Making matters worse is that users who need medical help tend to fall through the cracks. "What do we do with the kid who's psychotic on the street?" asks Dr. Ian Martin, who splits his time between Vancouver Hospital, Dusk to Dawn, and Three Bridges Health Clinic. That clinic (1292 Hornby Street) is located in the heart of the Vancouver's crystal-meth central. He sees kids who snort meth, "hoop" it (insert it rectally), or "parachute" it (wrap it in a rolling paper and swallow it).

Those who have hit the bottom are often stuck there, Martin explains in a West End coffee shop. If a user in a psychotic state goes to emergency, he'll likely be sent right back out a few hours later because he's high. But most detox centers and mental-health organizations lack the resources and knowledge to handle meth-induced psychosis. In response, Martin has started giving seminars to health professionals on how to deal with users. (He also formed a crystal-meth-anonymous group, which meets every Friday at Three Bridges [604-633-4242].)

"There may be tactile hallucinations; they [users] have a sense of bugs crawling on their skin," Martin says. "They'll say, 'Look doc, it's right here,' and they're pointing to a hair on their arm, thinking it's a spider. They think they have scabies so they will pick at their skin."

Consequently, users are prone to skin infections. They're also susceptible to tooth decay. Users grind their teeth, and the drug decreases the saliva's pH level, allowing more bacteria to grow in the mouth. "I had one 21-year-old patient who had had all her teeth taken out. They were all rotten."

When the high starts to fade, the accompanying depression can be severe to the point of suicide. What also distresses Martin is that meth use significantly boosts the chances of contracting HIV, AIDS, and other sexually transmitted illnesses. The drug delays ejaculation, often leading to rougher sex as a result. (Infection spreads easily when the skin is torn.) "And if someone's high, they might not engage in safe sex," Martin says.

He notes that even though the amount of anecdotal evidence related to meth is staggering, more research is needed. But getting hard facts can be tough. It's difficult to get people with an addiction and a mental illness to take medication regularly and comply with doctors' orders. "If they get better, we never see them again. If they get a lot worse, we never see them again," Martin says.

In 2002, UCLA School of Medicine neurologist Linda Chang published "Perfusion MRI and Computerized Cognitive Test Abnormalities in Abstinent Methamphetamine Users" in Psychiatry Research Neuroimaging. The study found that ex-users were up to 30 percent slower to complete tasks requiring working memory than nonusers.
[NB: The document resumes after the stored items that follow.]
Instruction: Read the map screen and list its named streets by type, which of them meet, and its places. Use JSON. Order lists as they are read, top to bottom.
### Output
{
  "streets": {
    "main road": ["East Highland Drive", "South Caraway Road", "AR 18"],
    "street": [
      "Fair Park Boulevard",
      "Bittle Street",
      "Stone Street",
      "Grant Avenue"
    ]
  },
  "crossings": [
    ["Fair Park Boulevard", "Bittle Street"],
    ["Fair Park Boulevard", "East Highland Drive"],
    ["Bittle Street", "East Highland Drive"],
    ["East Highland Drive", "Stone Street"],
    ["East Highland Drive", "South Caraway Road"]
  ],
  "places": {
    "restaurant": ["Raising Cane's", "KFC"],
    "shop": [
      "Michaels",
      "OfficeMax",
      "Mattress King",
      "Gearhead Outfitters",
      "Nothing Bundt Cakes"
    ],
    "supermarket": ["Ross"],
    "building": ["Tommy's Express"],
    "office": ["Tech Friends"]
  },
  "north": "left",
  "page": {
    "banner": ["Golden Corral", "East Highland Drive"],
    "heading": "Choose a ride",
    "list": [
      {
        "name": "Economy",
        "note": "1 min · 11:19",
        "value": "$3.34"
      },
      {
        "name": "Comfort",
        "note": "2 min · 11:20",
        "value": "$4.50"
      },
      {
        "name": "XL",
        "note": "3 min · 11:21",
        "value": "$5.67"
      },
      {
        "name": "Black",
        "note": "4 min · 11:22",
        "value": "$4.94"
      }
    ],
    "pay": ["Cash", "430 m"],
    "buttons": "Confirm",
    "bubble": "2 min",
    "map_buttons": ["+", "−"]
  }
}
"The slower reaction times on the computerized tasks...are suggestive of subclinical Parkinsonism in individuals who abused meth," Chang's study stated.

DIFFICULTY REMEMBERING things is a consequence of meth use to which 18-year-old Vancouver resident Kasper can testify. Although he quit meth more than a year ago, he says his memory is shot. He can't recall anything he learned in school.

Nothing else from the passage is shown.